The script starts with #!/bin/bash (also called a shebang), which makes the submission script also a Linux bash script.

The script continues with a series of lines starting with #.  For bash scripts these are all comments and are ignored.  For Torque, the lines starting with #PBS are directives requesting job scheduling resources.  (NB: it's very important that you put all the directives at the top of a script, before any other commands; any #PBS directive coming after a bash script command is ignored!)

The final part of a script is normal Linux bash scripting and describes the set of operations to follow as part of the job.  In this case, this involves running the MPI-based application foo through the MPI utility mpirun.

The resource request #PBS -l nodes=n:ppn=m is the most important of the directives in a submission script.  The first part (nodes=n) is imperative and is determines how many compute nodes a job is allocated by the scheduler. The second part (ppn=m) is used by the scheduler to prepare the environment for a MPI parallel run with m processes per each compute nodes (e.g. writing a hostifile for the job, pointed to by $PBS_NODEFILE).  However, it is up to the user and the submission script to use the environment generated from ppn adequately. 

Examples of Torque submission scripts are given for some of the more popular applications in the software section of this site.

PBS job submission directives

Directives are job specific requirements given to the job scheduler.

The most important directives are those that request resources.  The most common are the wallclock time limit (the maximum time the job is allowed to run) and the number of processors required to run the job.  For example, to run an MPI job with 16 processes for up to 100 hours on a cluster with 8 cores per compute node, the PBS directives are


#PBS -l walltime=100:00:00
#PBS -l nodes=2:ppn=16

A job submitted with these requests runs for 100 hours at most; after this limit expires, the job is terminated regardless of whether the processing finished or not.  Normally, the wallclock time should be conservative, allowing the job to finish normally (and terminate) before the limit is reached.

Also, the job is allocated two compute nodes (nodes=2) and each node is scheduled to run 16 MPI processes (ppn=16).  (ppn is an abbreviation of Processes Per Node.)  It is the task of the user to instruct mpirun to use this allocation appropriately, i.e. to start 32 processes which are mapped to the 32 cores available for the job.

Submitting a job to the Queue

Submitting jobs with the command qsub

Supposing you already have a submission script ready (call it submit.sh), the job is submitted to the execution queue with the command qsub script.sh.  The queueing system prints a number (the job id) almost immediately and returns control to the linux prompt.  At this point the job is already in the submission queue.

Once you have submitted the job it will sit in a pending queue for some time (how long depends on the demands of your job and the demand on the service).  You can monitor the progress of the job using the command qstat or showq.

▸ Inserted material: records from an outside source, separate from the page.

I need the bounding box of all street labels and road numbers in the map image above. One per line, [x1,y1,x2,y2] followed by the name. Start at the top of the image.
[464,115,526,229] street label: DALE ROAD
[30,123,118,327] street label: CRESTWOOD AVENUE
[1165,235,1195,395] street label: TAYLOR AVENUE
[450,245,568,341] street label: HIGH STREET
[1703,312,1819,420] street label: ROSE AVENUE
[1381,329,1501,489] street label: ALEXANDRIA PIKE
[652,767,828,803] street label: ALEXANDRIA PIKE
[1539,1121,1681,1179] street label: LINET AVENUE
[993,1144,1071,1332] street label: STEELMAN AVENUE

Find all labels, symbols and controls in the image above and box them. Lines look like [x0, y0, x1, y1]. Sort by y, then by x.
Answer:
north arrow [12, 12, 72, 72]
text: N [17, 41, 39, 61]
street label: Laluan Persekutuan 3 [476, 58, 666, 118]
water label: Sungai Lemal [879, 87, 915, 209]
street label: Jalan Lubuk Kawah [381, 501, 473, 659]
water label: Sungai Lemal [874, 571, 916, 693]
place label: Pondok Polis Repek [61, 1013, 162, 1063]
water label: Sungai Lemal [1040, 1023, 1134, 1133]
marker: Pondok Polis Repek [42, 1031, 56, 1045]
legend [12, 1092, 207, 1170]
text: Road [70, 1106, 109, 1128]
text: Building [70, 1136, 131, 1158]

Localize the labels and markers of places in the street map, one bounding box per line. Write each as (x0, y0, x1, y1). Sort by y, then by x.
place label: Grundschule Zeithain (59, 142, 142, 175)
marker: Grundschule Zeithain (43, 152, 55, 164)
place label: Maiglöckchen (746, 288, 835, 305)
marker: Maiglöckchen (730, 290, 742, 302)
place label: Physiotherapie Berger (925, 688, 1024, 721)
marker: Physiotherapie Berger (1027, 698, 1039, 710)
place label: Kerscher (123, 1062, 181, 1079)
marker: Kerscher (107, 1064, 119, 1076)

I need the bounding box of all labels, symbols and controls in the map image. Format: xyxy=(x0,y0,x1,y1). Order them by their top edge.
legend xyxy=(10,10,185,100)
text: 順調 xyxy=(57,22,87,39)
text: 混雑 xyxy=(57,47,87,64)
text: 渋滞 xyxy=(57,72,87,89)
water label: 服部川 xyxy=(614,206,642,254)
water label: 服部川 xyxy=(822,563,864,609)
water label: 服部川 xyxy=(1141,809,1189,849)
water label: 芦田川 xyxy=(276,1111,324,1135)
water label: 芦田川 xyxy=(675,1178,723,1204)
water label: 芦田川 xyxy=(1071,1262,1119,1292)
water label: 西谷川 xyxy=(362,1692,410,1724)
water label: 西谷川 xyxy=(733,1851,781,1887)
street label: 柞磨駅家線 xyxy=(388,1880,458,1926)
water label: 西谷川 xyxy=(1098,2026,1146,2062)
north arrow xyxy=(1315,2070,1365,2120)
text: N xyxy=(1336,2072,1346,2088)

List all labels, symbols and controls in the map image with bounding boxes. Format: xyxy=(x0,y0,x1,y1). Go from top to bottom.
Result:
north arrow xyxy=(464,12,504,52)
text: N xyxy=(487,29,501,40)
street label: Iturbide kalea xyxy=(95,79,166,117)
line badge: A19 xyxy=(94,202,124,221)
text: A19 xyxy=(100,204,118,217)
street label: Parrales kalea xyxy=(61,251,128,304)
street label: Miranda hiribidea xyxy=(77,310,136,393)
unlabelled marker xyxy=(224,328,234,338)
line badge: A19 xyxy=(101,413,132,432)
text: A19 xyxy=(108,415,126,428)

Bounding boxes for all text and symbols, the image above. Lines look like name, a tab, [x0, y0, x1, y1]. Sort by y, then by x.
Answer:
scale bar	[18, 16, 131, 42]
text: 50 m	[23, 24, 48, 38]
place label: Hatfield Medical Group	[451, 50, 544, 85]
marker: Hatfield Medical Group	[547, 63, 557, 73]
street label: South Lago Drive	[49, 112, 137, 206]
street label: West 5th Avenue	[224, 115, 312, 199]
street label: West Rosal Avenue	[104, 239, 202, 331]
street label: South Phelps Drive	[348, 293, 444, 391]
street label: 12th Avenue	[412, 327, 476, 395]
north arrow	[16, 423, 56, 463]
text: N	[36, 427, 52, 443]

Once the job is complete you will see files with names like "jobname.e1234" and "jobname.o1234", either in your home directory or in the directory you submitted the job from (depending on how your job submission script is written).  The ".e" files contain error messages.  The ".o" files contain "standard output" which is essentially what the application you ran would normally have printed onto the screen.  The ".e" file contains the possible error messages issued by the application; on a correct execution without errors, this file can be empty.  The "jobname" part of the file name will match the Jobname you specified with the #PBS -N jobname directive.

Read all the options for qsub on the Linux manual using the command man qsub.

Monitoring Job Execution

Monitoring jobs with the command qstat

qstat is the main command for monitoring the state of systems, groups of jobs or individual jobs.  The simple qstat command gives a list of jobs which looks something like this:

Job id                    Name             User            Time Use S Queue
------------------------- ---------------- --------------- -------- - -----
462828.nic-p1              O3_161618Avec    dawesr          4899970: R chem_cpu       
462838.nic-p1              O3_161617Avec    dawesr          9384185: R chem_cpu       
462839.nic-p1              O3_161618vec     dawesr          5302993: R chem_cpu
467710.nic-p1              722              sh7t8           103:00:4 E zhou_cpu       
467711.nic-p1              722              sh7t8           102:51:4 E zhou_cpu
467963.nic-p1              casino           adpkd6                 0 Q multi_cpu

The first column gives the job ID, the second the name of the job (specified by the user in the submission script) and the third the owner of the job.  The fourth column gives the elapsed time for each particular job.  The fifth column is the status of the job (R=running, Q=waiting, E=exiting, H=held, S=suspended).  The last column is the queue for the job (a job scheduler can manage different queues serving different purposes).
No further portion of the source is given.